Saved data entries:
──────────
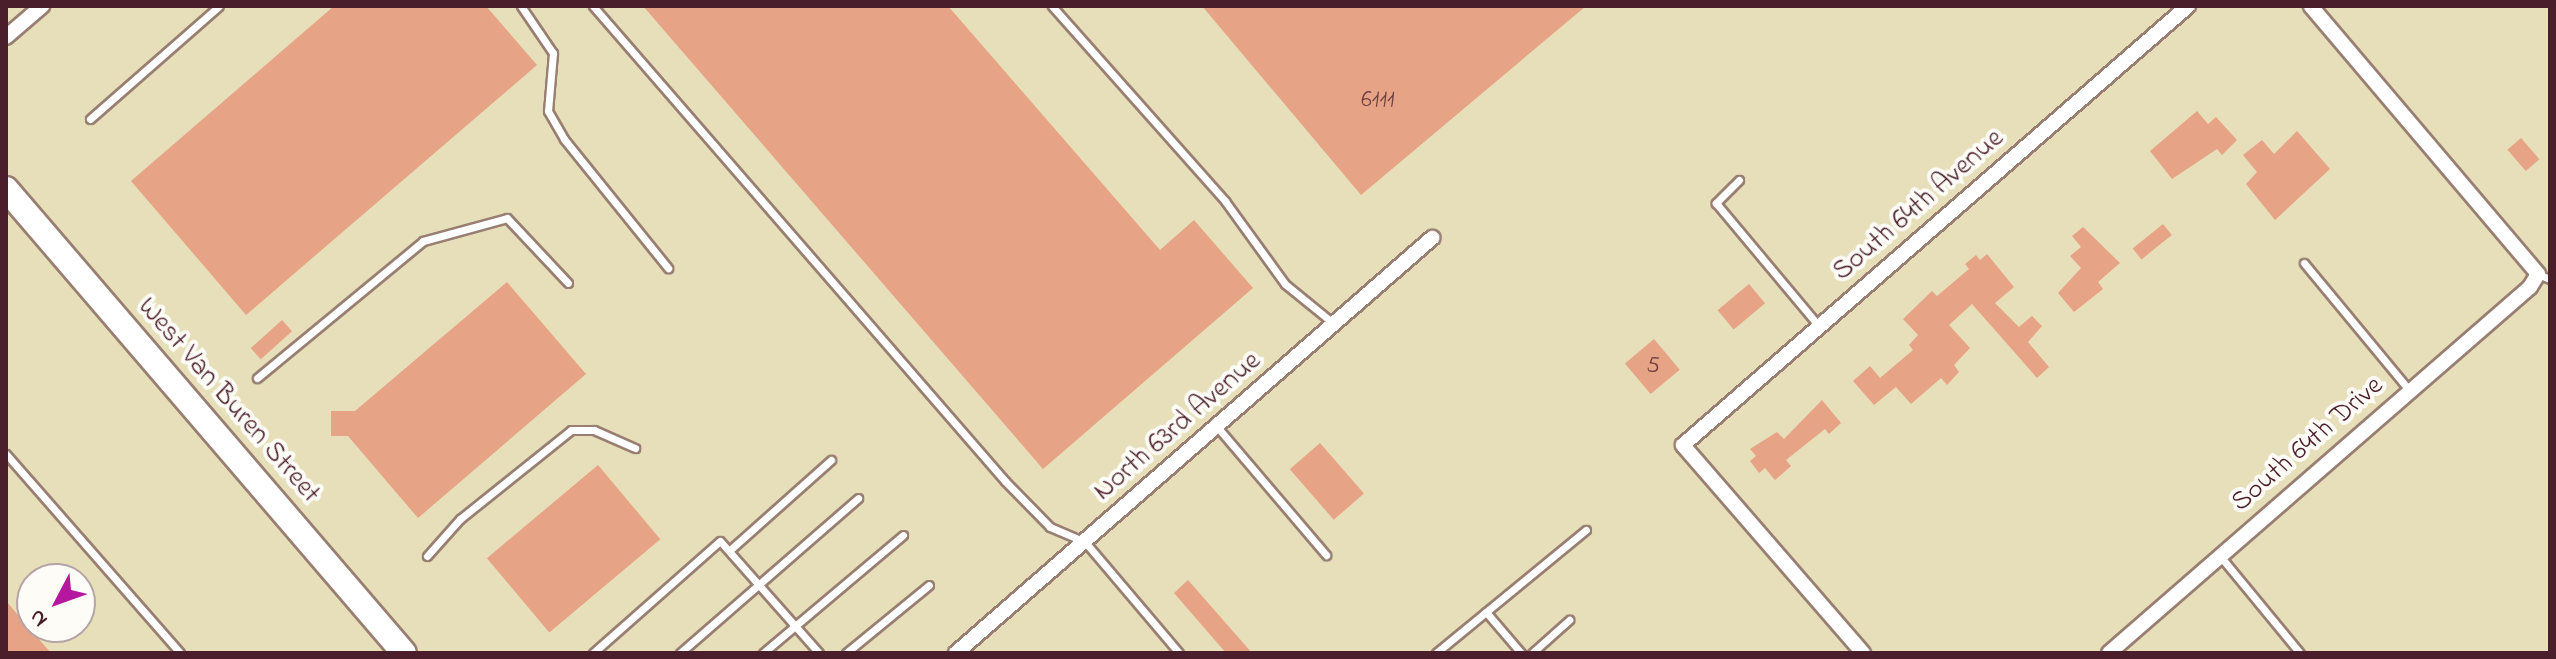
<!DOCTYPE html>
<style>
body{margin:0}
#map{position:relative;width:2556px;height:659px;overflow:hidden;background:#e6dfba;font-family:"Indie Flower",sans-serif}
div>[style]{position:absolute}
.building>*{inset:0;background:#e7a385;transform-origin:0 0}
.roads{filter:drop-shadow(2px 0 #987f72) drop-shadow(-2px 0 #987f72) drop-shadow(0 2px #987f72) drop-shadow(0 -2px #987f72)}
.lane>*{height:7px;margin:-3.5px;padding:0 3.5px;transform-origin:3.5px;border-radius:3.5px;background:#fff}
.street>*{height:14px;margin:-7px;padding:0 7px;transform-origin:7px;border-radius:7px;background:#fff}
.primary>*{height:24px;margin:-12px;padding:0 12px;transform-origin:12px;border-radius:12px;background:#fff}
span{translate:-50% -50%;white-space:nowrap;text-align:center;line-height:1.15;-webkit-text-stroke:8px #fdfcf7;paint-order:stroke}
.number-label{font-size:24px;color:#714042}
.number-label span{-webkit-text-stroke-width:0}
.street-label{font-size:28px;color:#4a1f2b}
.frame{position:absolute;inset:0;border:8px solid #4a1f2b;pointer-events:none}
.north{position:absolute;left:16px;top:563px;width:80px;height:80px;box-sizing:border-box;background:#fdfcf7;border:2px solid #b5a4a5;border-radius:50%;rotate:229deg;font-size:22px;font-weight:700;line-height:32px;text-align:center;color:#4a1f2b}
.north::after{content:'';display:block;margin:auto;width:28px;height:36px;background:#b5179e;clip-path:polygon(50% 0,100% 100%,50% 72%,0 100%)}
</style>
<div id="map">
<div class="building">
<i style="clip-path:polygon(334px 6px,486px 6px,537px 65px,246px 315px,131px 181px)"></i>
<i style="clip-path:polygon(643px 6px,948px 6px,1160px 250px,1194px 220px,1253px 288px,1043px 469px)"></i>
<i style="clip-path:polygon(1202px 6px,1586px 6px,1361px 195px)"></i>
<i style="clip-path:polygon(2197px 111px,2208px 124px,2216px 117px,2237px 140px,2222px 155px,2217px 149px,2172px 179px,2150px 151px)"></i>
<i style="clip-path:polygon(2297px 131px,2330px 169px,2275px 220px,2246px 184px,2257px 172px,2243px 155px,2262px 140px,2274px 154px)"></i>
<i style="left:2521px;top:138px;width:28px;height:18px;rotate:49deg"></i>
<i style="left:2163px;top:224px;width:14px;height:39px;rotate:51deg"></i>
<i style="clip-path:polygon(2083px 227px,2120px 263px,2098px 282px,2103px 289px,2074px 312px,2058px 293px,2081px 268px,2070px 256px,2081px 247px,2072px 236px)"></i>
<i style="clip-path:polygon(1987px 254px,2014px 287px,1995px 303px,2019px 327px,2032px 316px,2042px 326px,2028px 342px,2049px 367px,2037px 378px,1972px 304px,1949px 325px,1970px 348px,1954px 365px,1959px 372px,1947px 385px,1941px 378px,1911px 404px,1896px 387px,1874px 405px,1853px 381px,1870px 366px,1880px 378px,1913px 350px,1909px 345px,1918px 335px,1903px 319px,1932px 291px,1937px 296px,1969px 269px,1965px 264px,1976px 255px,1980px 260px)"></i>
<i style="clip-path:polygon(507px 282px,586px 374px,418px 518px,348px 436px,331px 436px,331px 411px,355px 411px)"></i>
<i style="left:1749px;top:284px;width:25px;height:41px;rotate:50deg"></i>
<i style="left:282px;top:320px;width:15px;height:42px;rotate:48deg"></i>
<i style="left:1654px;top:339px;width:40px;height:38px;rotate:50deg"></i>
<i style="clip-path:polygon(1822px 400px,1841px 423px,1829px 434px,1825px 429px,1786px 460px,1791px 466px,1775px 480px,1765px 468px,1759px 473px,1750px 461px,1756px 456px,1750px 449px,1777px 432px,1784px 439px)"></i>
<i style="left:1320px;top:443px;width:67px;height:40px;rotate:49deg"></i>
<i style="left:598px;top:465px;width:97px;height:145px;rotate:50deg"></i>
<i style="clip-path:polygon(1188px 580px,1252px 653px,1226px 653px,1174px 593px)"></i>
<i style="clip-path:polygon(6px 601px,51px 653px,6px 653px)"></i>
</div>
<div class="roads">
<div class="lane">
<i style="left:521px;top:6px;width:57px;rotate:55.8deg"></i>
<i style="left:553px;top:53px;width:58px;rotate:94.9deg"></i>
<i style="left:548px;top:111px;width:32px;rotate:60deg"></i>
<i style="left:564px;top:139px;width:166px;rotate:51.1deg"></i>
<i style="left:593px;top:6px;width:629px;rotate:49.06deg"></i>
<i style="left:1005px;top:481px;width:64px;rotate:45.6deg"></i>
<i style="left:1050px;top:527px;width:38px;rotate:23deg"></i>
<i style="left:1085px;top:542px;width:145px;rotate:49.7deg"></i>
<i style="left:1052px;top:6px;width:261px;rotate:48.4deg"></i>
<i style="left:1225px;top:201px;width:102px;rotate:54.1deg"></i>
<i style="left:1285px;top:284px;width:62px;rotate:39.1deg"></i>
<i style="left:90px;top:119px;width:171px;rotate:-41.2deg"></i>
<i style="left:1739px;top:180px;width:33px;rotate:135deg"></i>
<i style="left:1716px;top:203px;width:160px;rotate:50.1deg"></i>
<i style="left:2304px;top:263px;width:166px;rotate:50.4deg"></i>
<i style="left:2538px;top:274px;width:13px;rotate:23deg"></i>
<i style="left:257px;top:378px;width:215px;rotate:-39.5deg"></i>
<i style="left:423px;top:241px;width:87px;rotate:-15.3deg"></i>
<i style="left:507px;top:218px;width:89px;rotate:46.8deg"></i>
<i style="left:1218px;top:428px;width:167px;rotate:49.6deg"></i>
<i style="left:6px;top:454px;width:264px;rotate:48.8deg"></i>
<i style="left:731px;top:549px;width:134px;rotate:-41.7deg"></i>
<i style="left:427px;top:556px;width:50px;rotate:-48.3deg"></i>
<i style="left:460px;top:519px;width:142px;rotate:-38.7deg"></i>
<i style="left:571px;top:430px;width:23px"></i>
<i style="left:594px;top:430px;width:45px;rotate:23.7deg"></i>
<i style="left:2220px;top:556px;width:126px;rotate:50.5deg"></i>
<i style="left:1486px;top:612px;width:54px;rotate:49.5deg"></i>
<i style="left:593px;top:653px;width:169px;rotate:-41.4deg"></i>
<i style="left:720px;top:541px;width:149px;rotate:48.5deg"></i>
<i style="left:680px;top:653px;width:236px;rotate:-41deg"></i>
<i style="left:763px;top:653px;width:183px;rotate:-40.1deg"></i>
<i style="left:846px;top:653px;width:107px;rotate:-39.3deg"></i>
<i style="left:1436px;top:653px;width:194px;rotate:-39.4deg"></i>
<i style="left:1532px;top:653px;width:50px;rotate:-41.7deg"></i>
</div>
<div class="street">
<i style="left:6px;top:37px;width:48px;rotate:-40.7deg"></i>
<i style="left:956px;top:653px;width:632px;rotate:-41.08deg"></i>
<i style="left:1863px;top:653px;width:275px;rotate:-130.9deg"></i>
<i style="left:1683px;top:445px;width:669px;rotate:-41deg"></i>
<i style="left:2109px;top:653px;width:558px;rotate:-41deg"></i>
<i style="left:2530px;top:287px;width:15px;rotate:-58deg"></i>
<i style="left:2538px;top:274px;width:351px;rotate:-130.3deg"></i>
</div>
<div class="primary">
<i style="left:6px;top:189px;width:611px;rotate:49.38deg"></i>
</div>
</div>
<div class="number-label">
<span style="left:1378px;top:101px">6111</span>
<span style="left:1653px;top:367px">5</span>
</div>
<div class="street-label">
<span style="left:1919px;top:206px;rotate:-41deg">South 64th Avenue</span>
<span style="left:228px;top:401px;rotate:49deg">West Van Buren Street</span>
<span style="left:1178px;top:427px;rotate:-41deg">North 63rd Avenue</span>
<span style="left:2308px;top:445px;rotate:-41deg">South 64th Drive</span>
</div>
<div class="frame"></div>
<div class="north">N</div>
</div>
──────────
Try it
You are asked to count the lines of the records above in which the word "lane" occurs, and to give only that number.

Task output
2